Correctional Peace Officer Thomas Robert Johnstone, who has worked at the remand centre for about 11 years, testified on Tuesday that Toews has good days and bad days, during which he becomes anxious and is subject to outbursts of anger.

Toews has learned coping mechanisms and goes voluntarily into solitary confinement when he feels his anxieties building up, said Johnstone.

In response to a question from Quist, Johnstone stated that Toews displays what he understands are symptoms of bipolar.

Red Deer psychiatrist David Abelseth, called as an expert witness, testified that Toews was seven years old when he first treated him for mood swings and anger.

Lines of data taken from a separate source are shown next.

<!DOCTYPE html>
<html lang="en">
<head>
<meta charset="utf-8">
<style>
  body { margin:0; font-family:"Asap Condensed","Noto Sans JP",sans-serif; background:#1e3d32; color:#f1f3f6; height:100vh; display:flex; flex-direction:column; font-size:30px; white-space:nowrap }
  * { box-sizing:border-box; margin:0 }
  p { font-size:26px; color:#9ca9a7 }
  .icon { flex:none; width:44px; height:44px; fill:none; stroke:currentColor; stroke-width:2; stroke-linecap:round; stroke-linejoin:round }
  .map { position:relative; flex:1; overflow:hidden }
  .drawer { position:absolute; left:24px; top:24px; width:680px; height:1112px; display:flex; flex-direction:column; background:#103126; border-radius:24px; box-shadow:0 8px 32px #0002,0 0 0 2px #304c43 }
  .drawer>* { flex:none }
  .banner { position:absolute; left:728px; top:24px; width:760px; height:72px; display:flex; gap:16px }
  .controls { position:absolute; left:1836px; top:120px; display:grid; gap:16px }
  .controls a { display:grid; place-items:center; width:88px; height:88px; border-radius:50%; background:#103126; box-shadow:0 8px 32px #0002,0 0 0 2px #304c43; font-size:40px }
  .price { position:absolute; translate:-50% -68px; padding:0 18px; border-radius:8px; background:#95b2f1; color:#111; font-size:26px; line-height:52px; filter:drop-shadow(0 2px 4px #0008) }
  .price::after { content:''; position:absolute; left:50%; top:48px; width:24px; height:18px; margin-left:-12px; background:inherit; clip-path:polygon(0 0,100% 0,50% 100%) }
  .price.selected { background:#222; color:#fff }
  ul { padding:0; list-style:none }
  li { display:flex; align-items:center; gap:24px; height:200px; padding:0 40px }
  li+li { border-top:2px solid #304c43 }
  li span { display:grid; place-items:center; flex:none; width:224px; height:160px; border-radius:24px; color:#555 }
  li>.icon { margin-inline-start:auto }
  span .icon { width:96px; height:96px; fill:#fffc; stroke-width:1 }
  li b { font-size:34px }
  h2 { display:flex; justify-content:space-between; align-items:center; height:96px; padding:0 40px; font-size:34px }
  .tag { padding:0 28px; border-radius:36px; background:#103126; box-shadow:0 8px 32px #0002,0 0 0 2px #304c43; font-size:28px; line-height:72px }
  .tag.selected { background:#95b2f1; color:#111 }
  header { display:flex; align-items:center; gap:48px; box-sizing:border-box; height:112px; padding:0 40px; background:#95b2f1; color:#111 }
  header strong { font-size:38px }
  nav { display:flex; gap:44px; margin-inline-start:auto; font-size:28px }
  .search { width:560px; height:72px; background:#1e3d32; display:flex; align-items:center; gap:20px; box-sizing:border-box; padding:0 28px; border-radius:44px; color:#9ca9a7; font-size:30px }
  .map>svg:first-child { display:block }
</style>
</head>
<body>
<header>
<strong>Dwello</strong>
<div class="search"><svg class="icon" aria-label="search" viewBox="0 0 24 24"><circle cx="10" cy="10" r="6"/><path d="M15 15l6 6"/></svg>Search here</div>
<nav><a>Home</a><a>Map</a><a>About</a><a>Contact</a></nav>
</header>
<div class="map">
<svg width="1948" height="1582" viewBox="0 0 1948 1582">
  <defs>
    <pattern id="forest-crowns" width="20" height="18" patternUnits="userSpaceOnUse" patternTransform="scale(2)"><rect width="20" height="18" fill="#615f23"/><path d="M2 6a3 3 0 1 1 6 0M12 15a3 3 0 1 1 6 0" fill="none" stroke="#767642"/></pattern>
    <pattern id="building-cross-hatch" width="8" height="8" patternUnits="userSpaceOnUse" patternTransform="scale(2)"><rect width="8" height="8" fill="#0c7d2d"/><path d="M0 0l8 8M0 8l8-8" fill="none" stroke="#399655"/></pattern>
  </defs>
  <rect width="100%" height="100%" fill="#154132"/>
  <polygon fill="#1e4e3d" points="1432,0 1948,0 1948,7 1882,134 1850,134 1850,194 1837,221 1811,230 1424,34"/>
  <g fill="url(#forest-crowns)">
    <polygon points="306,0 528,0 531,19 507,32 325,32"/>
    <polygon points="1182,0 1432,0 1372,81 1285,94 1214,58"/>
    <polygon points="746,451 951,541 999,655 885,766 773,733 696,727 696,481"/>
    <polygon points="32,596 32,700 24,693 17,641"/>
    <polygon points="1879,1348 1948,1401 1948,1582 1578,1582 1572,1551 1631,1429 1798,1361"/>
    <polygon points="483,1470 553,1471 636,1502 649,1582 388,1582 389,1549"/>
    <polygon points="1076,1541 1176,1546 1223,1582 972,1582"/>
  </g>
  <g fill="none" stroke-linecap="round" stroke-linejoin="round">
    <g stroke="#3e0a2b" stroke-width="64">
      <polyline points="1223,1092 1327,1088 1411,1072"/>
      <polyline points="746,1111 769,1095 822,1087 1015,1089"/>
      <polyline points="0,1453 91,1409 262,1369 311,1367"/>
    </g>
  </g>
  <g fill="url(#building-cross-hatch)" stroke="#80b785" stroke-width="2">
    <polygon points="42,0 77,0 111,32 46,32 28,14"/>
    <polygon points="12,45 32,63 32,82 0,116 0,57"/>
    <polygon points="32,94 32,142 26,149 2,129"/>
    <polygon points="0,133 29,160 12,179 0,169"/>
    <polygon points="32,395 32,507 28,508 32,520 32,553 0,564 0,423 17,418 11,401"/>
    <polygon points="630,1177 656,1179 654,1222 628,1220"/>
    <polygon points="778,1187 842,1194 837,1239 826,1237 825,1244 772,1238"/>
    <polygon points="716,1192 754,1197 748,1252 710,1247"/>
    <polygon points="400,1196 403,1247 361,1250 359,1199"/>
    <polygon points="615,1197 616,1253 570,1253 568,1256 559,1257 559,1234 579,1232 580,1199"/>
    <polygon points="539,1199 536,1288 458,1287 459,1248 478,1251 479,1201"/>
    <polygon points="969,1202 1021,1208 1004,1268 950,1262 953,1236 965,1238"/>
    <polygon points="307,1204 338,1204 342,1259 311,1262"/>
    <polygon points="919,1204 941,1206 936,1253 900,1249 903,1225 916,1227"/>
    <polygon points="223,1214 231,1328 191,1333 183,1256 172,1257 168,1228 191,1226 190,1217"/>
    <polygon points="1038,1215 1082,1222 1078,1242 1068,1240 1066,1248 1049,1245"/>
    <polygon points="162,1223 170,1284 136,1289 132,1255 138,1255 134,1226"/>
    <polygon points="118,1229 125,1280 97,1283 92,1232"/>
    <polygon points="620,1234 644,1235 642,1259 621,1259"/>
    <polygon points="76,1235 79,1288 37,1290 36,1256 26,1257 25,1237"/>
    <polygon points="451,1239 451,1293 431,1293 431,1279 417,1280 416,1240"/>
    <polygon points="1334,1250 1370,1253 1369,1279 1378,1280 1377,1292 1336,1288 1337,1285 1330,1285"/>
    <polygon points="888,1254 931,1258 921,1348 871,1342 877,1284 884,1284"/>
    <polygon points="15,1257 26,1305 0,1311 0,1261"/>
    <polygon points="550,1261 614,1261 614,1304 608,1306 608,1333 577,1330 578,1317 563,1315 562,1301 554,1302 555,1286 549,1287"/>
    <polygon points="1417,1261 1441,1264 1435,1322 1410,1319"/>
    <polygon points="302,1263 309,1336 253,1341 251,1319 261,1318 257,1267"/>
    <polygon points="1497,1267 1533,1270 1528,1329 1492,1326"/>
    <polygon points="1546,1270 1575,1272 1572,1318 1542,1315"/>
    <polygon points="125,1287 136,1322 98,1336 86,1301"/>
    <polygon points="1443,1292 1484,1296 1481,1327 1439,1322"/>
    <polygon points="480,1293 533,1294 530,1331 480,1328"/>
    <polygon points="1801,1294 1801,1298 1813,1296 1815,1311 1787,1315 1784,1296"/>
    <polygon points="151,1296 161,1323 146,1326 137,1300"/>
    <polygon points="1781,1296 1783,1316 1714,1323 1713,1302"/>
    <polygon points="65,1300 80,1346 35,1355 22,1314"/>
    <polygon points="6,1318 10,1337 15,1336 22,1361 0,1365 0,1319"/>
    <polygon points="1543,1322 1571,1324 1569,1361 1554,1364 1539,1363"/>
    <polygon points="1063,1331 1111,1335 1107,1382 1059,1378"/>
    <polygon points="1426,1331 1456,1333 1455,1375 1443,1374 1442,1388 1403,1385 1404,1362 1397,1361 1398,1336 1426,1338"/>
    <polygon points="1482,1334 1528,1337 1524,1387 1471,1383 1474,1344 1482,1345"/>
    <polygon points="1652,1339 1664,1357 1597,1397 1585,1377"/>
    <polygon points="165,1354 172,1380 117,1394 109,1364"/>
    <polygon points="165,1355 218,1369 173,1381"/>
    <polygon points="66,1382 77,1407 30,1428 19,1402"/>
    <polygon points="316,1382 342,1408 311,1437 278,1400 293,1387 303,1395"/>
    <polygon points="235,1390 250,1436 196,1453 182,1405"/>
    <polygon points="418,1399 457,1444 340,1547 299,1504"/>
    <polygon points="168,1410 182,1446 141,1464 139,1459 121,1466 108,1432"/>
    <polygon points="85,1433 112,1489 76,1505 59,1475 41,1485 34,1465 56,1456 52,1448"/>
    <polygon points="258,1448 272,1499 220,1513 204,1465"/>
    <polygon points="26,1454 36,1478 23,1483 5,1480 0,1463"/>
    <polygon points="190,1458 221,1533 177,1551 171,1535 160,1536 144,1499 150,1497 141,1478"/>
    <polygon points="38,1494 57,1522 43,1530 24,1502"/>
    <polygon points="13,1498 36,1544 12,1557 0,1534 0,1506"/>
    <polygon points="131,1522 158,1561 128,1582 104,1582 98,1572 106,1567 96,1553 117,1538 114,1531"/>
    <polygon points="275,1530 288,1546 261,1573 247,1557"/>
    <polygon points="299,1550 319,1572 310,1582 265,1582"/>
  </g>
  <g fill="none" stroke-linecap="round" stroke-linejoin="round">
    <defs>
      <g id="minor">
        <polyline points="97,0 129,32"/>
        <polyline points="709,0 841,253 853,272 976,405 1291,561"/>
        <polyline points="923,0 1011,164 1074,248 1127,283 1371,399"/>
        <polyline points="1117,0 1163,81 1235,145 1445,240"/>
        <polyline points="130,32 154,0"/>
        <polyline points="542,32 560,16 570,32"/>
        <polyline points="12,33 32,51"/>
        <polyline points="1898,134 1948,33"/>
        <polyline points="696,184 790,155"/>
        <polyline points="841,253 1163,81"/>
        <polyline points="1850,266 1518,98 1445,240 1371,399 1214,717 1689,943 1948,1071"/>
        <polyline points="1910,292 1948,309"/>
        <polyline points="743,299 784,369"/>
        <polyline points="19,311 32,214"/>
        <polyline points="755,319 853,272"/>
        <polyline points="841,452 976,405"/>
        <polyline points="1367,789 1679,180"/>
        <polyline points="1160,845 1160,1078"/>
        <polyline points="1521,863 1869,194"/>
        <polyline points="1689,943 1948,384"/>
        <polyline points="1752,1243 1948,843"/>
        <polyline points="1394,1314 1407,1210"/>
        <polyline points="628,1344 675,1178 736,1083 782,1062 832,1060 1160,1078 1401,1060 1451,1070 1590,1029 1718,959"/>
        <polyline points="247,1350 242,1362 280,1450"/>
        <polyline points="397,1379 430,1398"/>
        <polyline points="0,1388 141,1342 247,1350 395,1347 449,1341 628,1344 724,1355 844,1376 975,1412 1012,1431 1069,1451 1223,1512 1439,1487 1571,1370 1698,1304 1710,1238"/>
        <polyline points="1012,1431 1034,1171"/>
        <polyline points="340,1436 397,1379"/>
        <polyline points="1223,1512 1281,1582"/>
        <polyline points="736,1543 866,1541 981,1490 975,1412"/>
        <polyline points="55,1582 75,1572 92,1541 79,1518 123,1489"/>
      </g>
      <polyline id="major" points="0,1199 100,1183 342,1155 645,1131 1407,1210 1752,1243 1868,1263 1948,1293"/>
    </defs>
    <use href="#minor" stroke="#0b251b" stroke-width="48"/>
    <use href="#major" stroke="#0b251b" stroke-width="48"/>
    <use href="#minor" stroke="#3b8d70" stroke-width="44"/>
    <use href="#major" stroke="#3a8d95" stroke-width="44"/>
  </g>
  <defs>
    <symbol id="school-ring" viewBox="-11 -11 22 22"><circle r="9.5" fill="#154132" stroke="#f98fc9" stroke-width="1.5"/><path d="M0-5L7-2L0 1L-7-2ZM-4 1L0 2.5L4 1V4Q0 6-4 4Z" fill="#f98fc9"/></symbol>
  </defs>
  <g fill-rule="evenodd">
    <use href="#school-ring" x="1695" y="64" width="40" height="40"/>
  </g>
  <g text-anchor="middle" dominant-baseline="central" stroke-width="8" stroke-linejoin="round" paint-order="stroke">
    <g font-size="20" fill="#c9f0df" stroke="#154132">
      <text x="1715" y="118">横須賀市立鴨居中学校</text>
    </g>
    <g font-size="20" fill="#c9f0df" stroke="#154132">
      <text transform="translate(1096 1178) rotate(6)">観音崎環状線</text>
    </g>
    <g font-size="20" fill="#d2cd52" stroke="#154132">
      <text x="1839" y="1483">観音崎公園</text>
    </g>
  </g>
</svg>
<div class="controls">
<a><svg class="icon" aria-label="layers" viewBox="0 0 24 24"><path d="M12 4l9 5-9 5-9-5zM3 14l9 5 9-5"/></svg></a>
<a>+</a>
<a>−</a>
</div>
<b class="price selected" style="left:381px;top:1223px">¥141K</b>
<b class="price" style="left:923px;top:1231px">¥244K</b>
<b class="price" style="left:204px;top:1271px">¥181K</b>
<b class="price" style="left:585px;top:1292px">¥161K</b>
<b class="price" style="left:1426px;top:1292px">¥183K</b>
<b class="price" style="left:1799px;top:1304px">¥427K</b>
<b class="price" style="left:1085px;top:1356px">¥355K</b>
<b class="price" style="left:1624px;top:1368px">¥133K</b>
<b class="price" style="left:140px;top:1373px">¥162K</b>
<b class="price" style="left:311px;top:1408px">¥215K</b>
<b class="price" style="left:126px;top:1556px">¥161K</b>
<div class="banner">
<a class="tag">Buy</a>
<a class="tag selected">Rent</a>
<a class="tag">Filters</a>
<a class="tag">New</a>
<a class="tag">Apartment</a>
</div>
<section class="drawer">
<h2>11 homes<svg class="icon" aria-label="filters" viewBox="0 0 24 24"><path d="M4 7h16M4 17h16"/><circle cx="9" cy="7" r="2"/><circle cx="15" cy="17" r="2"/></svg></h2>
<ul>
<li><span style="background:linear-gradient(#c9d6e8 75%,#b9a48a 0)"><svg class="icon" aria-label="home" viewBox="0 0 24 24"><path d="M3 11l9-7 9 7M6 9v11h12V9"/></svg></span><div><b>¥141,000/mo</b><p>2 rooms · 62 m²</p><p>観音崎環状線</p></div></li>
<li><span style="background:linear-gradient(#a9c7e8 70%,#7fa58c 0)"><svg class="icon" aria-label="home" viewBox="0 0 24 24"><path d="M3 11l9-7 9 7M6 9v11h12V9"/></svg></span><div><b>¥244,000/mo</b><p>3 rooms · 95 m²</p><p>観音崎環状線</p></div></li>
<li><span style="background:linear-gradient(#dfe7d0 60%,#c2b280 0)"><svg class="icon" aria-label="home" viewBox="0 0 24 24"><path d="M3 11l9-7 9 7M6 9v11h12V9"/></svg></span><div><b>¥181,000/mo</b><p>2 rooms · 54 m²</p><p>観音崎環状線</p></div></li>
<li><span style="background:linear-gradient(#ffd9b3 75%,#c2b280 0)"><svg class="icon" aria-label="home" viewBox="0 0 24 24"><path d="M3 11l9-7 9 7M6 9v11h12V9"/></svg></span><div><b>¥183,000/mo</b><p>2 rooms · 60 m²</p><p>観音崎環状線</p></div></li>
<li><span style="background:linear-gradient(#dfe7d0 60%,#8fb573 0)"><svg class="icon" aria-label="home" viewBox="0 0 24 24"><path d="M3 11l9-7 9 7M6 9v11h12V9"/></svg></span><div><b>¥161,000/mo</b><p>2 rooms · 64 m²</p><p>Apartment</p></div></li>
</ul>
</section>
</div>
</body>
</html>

Although it is an unusual course of treatment for a child so young, Abelseth said he put Toews on an anti-depressant immediately and later added anti-psychotics to control visual and audio hallucinations produced as a result of the drug.

Abelseth said he read school reports indicating that Toews has learning disabilities, but did not have an accurate description of what those entailed.

“There isn’t any question that he has some significant learning disabilities,” Abelseth testified.

While various drug treatments were prescribed to help Toews with his mood swings and hallucinations, his mother sometimes withdrew the medication while an environment of conflict at home contradicted efforts to help resolve the boy’s problems, said Abelseth.

The medications did help Toews with his mood swings, but did not appear to have any effect on his anger and anxiety issues, he said.